Not in Islam. In Islamic law men and women are both supposed to be modest. Muslim scholars wouldn’t say that the reason for a woman covering herself is to avert the male gaze. Because really, you can go to a Muslim country as a woman and be fully covered in black garb and men will still hit on you. And covered women get harassed in this country, too. If someone wants to sexualize you, they’re going to sexualize you. So the problem isn’t about women covering themselves, it’s about men who have been constructed to behave in a certain way, and that behavior being considered acceptable.

So if it’s not about deflecting the male gaze, especially in the case of a burqa, then what is it about?

Well the burqa isn’t something that’s common globally. Islam is a global religion–you have Muslims in Africa, in Saudi Arabia, in the West, etc., so there isn’t one monolithic practice, and that’s why a lot of people don’t understand us as much, because we come in very different colors and with different ideas. You will see women in Africa wearing hijab, and it will be tied in a turban, but she’ll be wearing a sleeveless dress, and that’s considered modest. But to achieve modesty in Saudi Arabia a woman will be wearing a full black veil, but it will be Christian Dior or Versace or whatever. So context is very important. So if you want to know why women cover that way in Saudi Arabia, well, I would say that it’s a lifestyle, it’s very bourgeois, a lot of the women there don’t work, it’s an oil country… but then the reasons why women cover in Afghanistan are different.
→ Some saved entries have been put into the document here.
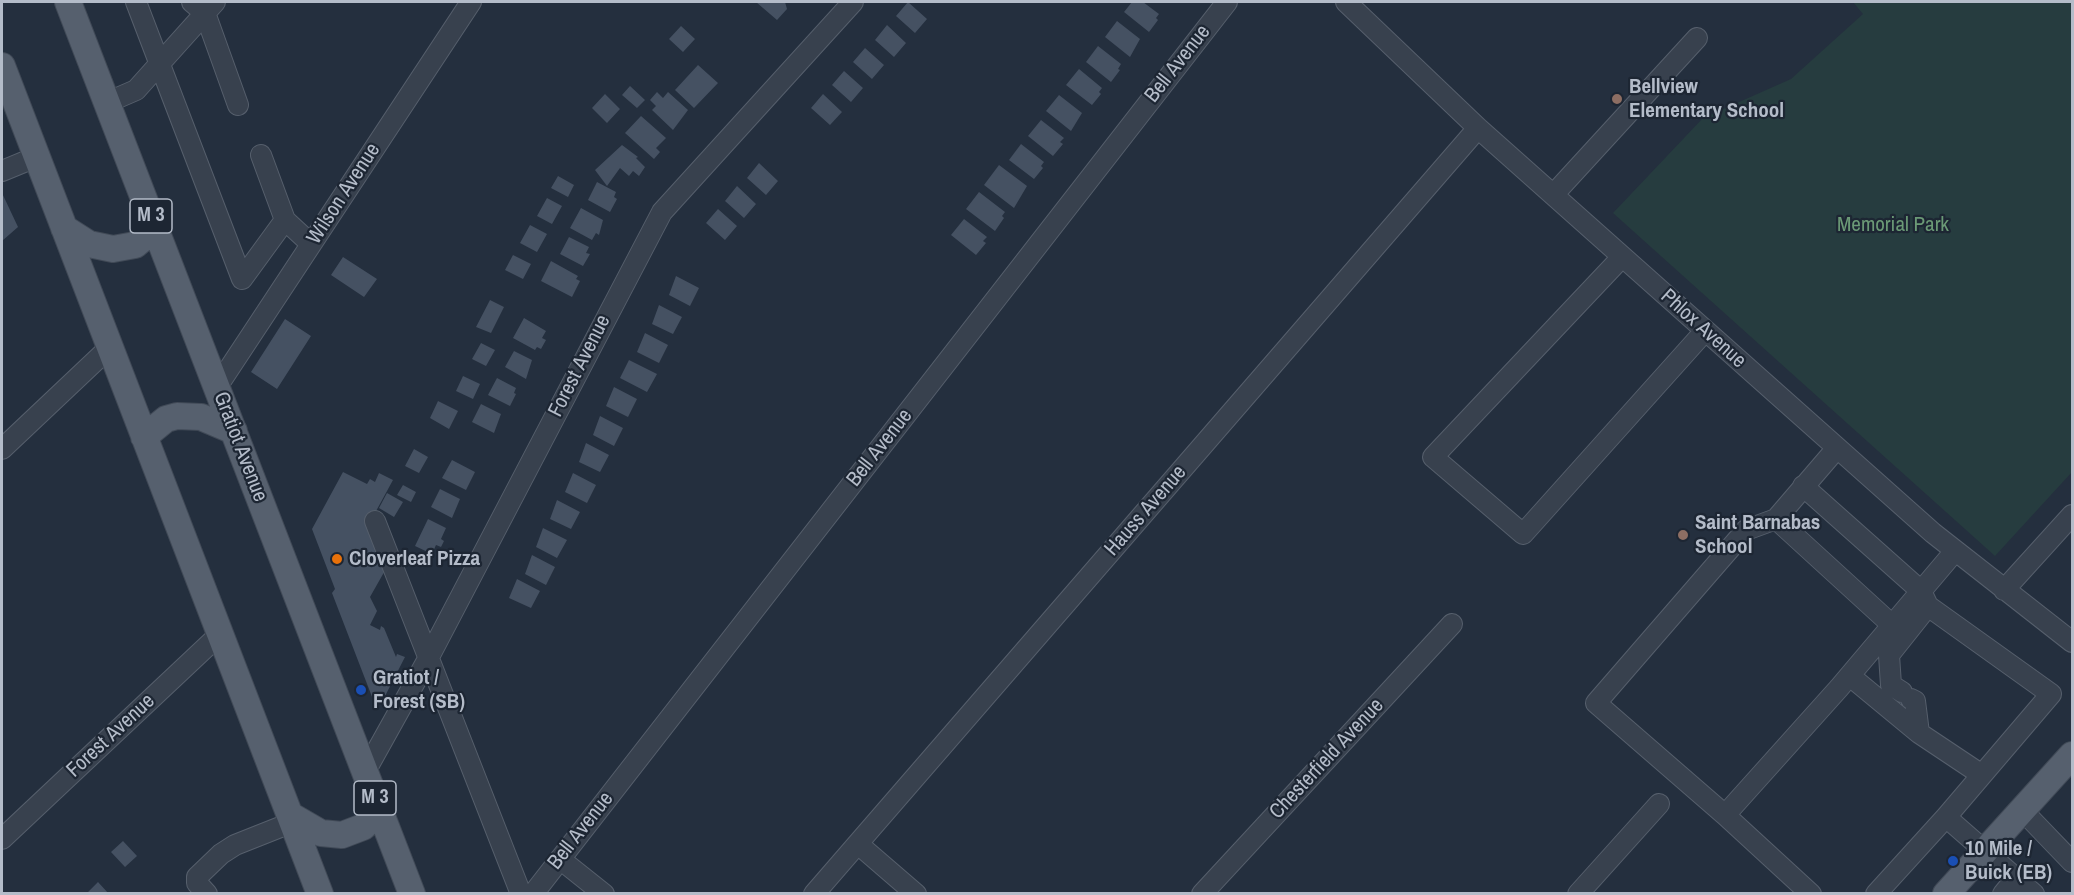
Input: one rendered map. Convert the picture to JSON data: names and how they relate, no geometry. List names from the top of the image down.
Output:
{
  "streets": {
    "main road": ["M 3", "Gratiot Avenue"],
    "street": [
      "Bell Avenue",
      "Wilson Avenue",
      "Phlox Avenue",
      "Forest Avenue",
      "Hauss Avenue",
      "Chesterfield Avenue"
    ]
  },
  "crossings": [
    ["Wilson Avenue", "Gratiot Avenue"],
    ["Phlox Avenue", "Hauss Avenue"],
    ["Forest Avenue", "Gratiot Avenue"]
  ],
  "parks": ["Memorial Park"],
  "places": [
    "Bellview Elementary School",
    "Saint Barnabas School",
    "Cloverleaf Pizza",
    "Gratiot / Forest (SB)",
    "10 Mile / Buick (EB)"
  ]
}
And of course, there are examples of women being forced to cover.

How do you feel about that?

Well, I’m reluctant to talk about it because I don’t want Muslims or any religious people to be perceived as though they need to be saved by another ideology, or by secular humanism. In order to understand each other we really have to see where the other person is coming from, and to deconstruct and be critical of what we’ve been taught in our own culture. I live in a society where I was privileged enough to grow up with choice, so I can’t fathom what the life of a woman with no choice is like. But I do think the obsession around womens bodies is unfair, and that women are at loss when they have to cloak in such an extreme way, and aren’t allowed to participate in the public sphere or get an education, or even drive in Saudi Arabia. And those laws are usually not taken from the Quran. It’s just men at the top deciding what level of strictness fits their needs.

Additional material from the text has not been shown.